Prague School linguist Roman Jakobson’s “inclusive view” comes
in an article that’s constantly quoted: On Linguistic Aspects of Translation (see
Sources below). Only seven pages long, it is, as people say, seminal. Yet it’s somewhat
disappointing, because it only gives examples of the translation of individual words. It’s an
essay on lexicology rather than on translation of texts. Furthermore Jakobson’s
contention that “an array of linguistic signs is needed to introduce an
unfamiliar word” was already preached by Saussure. Nevertheless his categories
of intralingual translation, interlingual translation and intersemiotic
translation are useful concepts.
Only interlingual translation is deemed ‘translation proper’
by Jakobson. It’s certainly what people commonly mean by translation. The other
categories are more arcane inventions by linguists and translatologists.
Jakobson did us a service by drawing attention to
intersemiotic translation and giving it a name (actually two names: intersemiotic
translation and transmutation). On the other hand he was wrong to put
intersemiotic translation on the same level as the other two. Interlingual and
intralingual translation – which together we might call lingual translation –
are subordinate forms of intersemiotic translation, “a translation into some further
alternative sign,” for it is also the case that a non-linguistic sign may be
changed into another non-linguistic sign. That is to say, there is some form of
interchange that is more all-embracing than what we usually call translation.

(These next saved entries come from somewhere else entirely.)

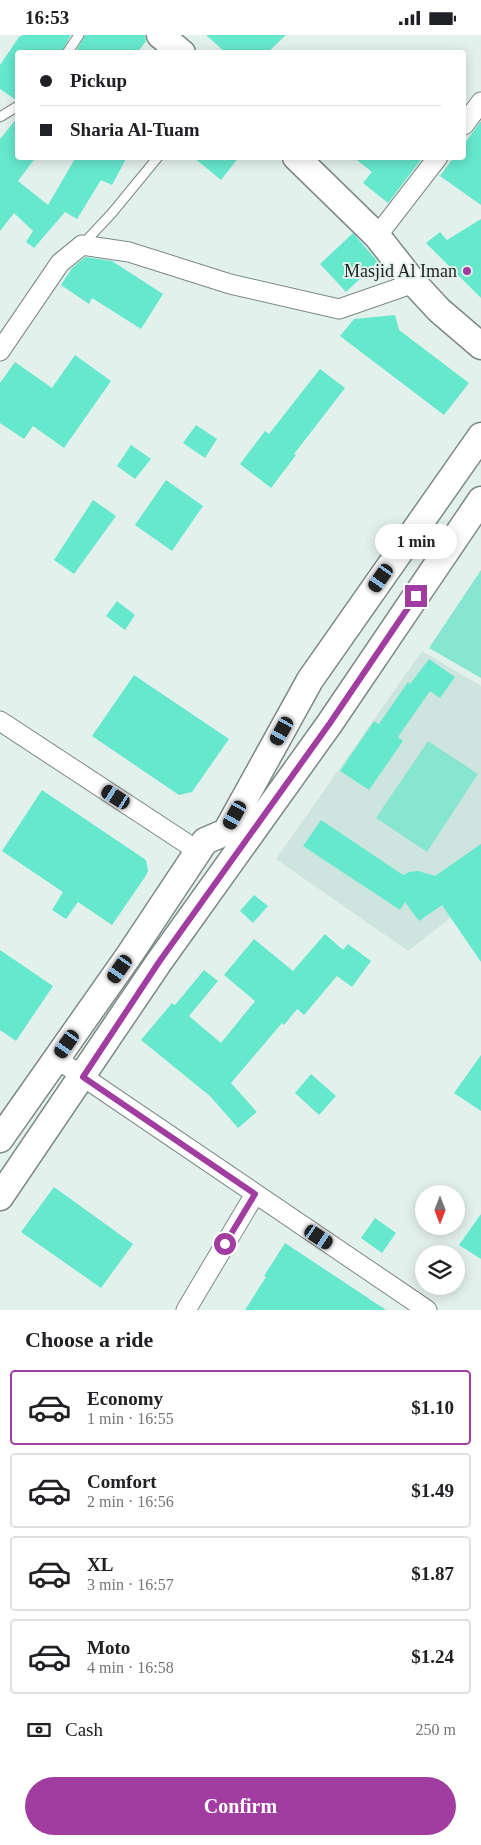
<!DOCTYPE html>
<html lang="en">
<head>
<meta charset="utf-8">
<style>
  :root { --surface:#fff; --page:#f6f6f6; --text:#202124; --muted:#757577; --line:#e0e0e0; --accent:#a13da1 }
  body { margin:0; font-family:"Times New Roman",serif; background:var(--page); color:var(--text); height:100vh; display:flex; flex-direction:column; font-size:19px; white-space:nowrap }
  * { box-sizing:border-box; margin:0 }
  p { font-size:16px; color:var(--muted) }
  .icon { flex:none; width:28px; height:28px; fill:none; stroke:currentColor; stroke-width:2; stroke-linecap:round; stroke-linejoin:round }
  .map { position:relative; height:1275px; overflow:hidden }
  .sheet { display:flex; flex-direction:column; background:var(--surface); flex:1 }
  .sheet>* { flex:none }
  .top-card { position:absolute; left:15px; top:15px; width:451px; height:110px; border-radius:5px; box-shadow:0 2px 12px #0003; display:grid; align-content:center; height:110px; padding:0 25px; background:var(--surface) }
  .needle { width:32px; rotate:180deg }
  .controls { position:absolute; left:415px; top:1150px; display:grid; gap:10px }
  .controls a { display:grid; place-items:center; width:50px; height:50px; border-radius:50%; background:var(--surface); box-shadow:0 2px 12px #0003; font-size:25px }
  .end { position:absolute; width:22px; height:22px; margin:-11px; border:6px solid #a13da1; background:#fff; box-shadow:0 0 0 2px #fff }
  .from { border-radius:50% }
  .bubble { position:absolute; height:35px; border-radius:18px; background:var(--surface); box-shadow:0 2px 12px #0003; font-size:16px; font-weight:700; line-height:35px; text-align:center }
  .car { position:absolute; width:15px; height:30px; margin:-15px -8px; border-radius:6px; box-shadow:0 0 4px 1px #0007; background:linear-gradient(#222 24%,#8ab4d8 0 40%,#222 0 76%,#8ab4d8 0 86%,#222 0) }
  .top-card b { display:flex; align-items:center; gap:18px; height:48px; font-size:19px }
  .top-card b+b { border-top:1px solid var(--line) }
  .top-card i { width:12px; height:12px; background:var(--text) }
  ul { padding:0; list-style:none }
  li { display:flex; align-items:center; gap:15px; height:75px; margin:0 10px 8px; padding:0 15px; border:2px solid var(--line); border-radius:5px }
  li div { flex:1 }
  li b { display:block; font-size:19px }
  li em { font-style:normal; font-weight:700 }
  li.on { border-color:var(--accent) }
  li>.icon { width:45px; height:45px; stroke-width:1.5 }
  h2 { padding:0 25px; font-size:22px; line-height:60px }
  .pay { display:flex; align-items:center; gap:12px; height:55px; padding:0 25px; font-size:19px }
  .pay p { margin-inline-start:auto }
  .action { display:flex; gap:10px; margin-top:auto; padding:10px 25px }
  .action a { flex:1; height:58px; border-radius:30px; background:var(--accent); color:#fff; font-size:20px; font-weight:700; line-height:58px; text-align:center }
  .status { display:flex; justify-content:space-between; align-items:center; height:35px; padding:0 25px; background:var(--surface); direction:ltr }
  .status svg { height:14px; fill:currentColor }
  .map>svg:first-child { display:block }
  .built { fill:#cee5df }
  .green { fill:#87e6d0 }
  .building { fill:#66e8cd }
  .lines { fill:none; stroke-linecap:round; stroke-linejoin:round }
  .lane-casing { stroke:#7c8986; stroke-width:11 }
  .street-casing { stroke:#7c8986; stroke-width:21 }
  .secondary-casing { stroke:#7c8986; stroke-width:29 }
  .lane { stroke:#fff; stroke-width:9 }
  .street { stroke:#fff; stroke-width:19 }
  .secondary { stroke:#fff; stroke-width:26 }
  .route { stroke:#a13da1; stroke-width:6 }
  .poi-dot { fill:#a13da1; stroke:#e3f1ed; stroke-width:2 }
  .labels { text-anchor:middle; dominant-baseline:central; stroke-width:4; stroke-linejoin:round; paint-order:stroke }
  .poi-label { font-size:18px; fill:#1c2120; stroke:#e3f1ed; text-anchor:end }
</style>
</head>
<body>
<div class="status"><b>16:53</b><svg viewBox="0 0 49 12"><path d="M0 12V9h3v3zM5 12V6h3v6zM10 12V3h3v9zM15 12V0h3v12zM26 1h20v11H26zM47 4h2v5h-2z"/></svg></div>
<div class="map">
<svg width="481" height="1275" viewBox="0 0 481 1275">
  <rect width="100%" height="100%" fill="#e3f1ed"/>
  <polygon class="built" points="422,616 481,651 481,859 408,916 276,824"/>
  <g class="green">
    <polygon points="481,535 481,643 429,613"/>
    <polygon points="428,706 478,739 427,817 376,783"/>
  </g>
  <g class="building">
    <polygon points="23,0 71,0 61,18 18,18 18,65 16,65 0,54 0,30 19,2"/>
    <polygon points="85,0 145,0 146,6 137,18 75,18"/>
    <polygon points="206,0 286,0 267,18 226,18"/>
    <polygon points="18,82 18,122 36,122 18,146 48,170 76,122 127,122 112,150 101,145 77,184 65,177 34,213 26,207 33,196 14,178 0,196 0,104"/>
    <polygon points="481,86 481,170 440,141 454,122 464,122 464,109"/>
    <polygon points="193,122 239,122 221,145"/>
    <polygon points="353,122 423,122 388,168 363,148 372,137"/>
    <polygon points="481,184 481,263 426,208 440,197 447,205"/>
    <polygon points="353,198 378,227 346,257 320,229"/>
    <polygon points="85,222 112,226 163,259 141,294 92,263 89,269 61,250 72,233"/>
    <polygon points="395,280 399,295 469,348 444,380 340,301 354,284"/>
    <polygon points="75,320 111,346 64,413 33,391 24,404 0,388 0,348 15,327 52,353"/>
    <polygon points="320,334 345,353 294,419 296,420 271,453 240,429 265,396 269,399"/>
    <polygon points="196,390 217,404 205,423 183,408"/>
    <polygon points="131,410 151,424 135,444 117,431"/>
    <polygon points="166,445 203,471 172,516 135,490"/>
    <polygon points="93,465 116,481 74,539 54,525"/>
    <polygon points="117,566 135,580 125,595 106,581"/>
    <polygon points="429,624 455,642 440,663 430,656 398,702 403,706 369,755 340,736 374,686 379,689 408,647 410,649"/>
    <polygon points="134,640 229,704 192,757 179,760 92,701"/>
    <polygon points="42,755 146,825 148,836 145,842 112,890 78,867 66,884 52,875 63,857 2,816"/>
    <polygon points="321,785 403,840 409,837 418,836 435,841 481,809 481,927 442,870 419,886 405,867 400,875 303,811"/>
    <polygon points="254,860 268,871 253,888 240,876"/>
    <polygon points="325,899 343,915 348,909 371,926 352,952 337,941 304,980 297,974 284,990 282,988 231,1048 257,1077 238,1093 210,1061 141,1005 172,968 175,970 204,935 218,946 189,981 221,1008 255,966 224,940 254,904 293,936"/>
    <polygon points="0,915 53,951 16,1006 0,995"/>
    <polygon points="481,1020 481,1076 454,1058"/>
    <polygon points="311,1039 336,1061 319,1080 295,1058"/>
    <polygon points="54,1152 133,1209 101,1253 21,1197"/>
    <polygon points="481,1179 481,1224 459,1210"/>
    <polygon points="375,1183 396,1198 382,1218 361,1203"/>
    <polygon points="285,1208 359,1257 386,1275 245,1275 266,1242 264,1241"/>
  </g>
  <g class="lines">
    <g class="lane-casing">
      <g id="lane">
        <polyline points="67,18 79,0"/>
        <polyline points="0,82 18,71"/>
        <polyline points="83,209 112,178 158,122"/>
      </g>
    </g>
    <g class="street-casing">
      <g id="street">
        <polyline points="464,90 481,67"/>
        <polyline points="377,201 438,122"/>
        <polyline points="0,316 60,228 82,210 129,217 230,249 339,274 414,248"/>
        <polyline points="0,686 198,816"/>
        <polyline points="57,1024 427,1275"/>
        <polyline points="186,1275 255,1159"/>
      </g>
    </g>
    <g class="secondary-casing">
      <g id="secondary">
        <polyline points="160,0 182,18"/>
        <polyline points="296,122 377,201 414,248 439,275 481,311"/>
        <polyline points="0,1104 130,919 205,806 226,797 310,645 481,401"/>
        <polyline points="0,1162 159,927 330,688 481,465"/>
      </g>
    </g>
    <use href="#lane" class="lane"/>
    <use href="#street" class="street"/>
    <use href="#secondary" class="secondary"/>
  </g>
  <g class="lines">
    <polyline class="route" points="225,1209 255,1159 83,1042 159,927 330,688 416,561"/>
  </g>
  <circle class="poi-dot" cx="467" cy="236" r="5"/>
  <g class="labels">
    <g class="poi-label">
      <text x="457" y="236">Masjid Al Iman</text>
    </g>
  </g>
</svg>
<div class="controls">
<a><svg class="needle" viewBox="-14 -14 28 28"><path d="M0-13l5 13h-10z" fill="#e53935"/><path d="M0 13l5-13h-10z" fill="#757577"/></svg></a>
<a><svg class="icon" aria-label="layers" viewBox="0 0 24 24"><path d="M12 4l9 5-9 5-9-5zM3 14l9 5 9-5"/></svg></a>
</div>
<i class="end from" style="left:225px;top:1209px"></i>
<i class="end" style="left:416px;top:561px"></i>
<div class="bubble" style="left:375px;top:489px;width:82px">1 min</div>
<i class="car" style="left:381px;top:543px;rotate:215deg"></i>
<i class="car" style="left:282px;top:696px;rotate:209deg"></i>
<i class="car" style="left:116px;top:762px;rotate:303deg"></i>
<i class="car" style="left:235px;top:780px;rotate:209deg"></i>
<i class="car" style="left:120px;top:934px;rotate:215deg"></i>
<i class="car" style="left:67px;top:1009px;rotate:215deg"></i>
<i class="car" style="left:319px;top:1202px;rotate:124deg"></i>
<div class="top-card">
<b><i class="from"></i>Pickup</b>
<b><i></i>Sharia Al-Tuam</b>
</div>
</div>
<section class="sheet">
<h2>Choose a ride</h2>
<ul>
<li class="on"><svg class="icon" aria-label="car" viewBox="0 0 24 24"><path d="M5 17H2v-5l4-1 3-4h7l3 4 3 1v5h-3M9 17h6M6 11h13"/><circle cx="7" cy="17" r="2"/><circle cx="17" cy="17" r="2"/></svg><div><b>Economy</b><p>1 min · 16:55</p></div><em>$1.10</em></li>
<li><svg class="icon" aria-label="car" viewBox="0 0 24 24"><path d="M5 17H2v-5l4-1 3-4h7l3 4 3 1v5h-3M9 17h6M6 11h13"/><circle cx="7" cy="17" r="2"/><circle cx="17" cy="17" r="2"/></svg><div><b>Comfort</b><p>2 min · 16:56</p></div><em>$1.49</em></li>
<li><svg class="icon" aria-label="car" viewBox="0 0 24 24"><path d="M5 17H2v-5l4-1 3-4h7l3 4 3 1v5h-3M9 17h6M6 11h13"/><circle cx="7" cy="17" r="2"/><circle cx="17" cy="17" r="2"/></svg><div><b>XL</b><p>3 min · 16:57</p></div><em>$1.87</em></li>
<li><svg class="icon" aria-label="car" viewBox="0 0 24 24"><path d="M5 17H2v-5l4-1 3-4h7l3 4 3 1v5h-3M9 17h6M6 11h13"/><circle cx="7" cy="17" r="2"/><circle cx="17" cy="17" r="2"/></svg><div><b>Moto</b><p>4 min · 16:58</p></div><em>$1.24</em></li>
</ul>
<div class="pay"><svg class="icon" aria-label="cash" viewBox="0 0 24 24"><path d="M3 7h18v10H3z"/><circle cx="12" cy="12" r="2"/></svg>Cash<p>250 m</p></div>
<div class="action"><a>Confirm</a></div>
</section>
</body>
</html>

It was the search for this higher-order transfer of thought
and emotion, and the proposition that we inherit the capacity for this rather
than for the more specific lingual translation, that led me to offer conversion
as a term for it in a 2016 post where it was defined as follows:
Conversion is the passage from a mental representation to another that preserves the information and feelings from the former which the converter wishes and has the capability to preserve.
(To retrieve the
post, enter conversion in the Search box on the right). So is the Leuven term
tr ansfer synonymous with conversion? We’ll have to wait and see what the new series produces.
Sources
Roman
Jakobson. On linguistic aspects of translation. In R. A. Brower , ed., On
Translation. 1959, pages 232-239. Full text at https://complit.utoronto.ca/wp-content/uploads/COL1000H_Roman_Jakobson_LinguisticAspects.pdf
or click [HERE].
Leuven
University Press. Translation, Interpreting and Transfer. 2020. https://lup.be/collections/series-translation-interpreting-and-transfer
or click [HERE].
Image
Roman Jakobson
as he was when I saw him in Montreal
around 1970 at a reception hosted by the Polish-Canadian linguist Irena Bellert.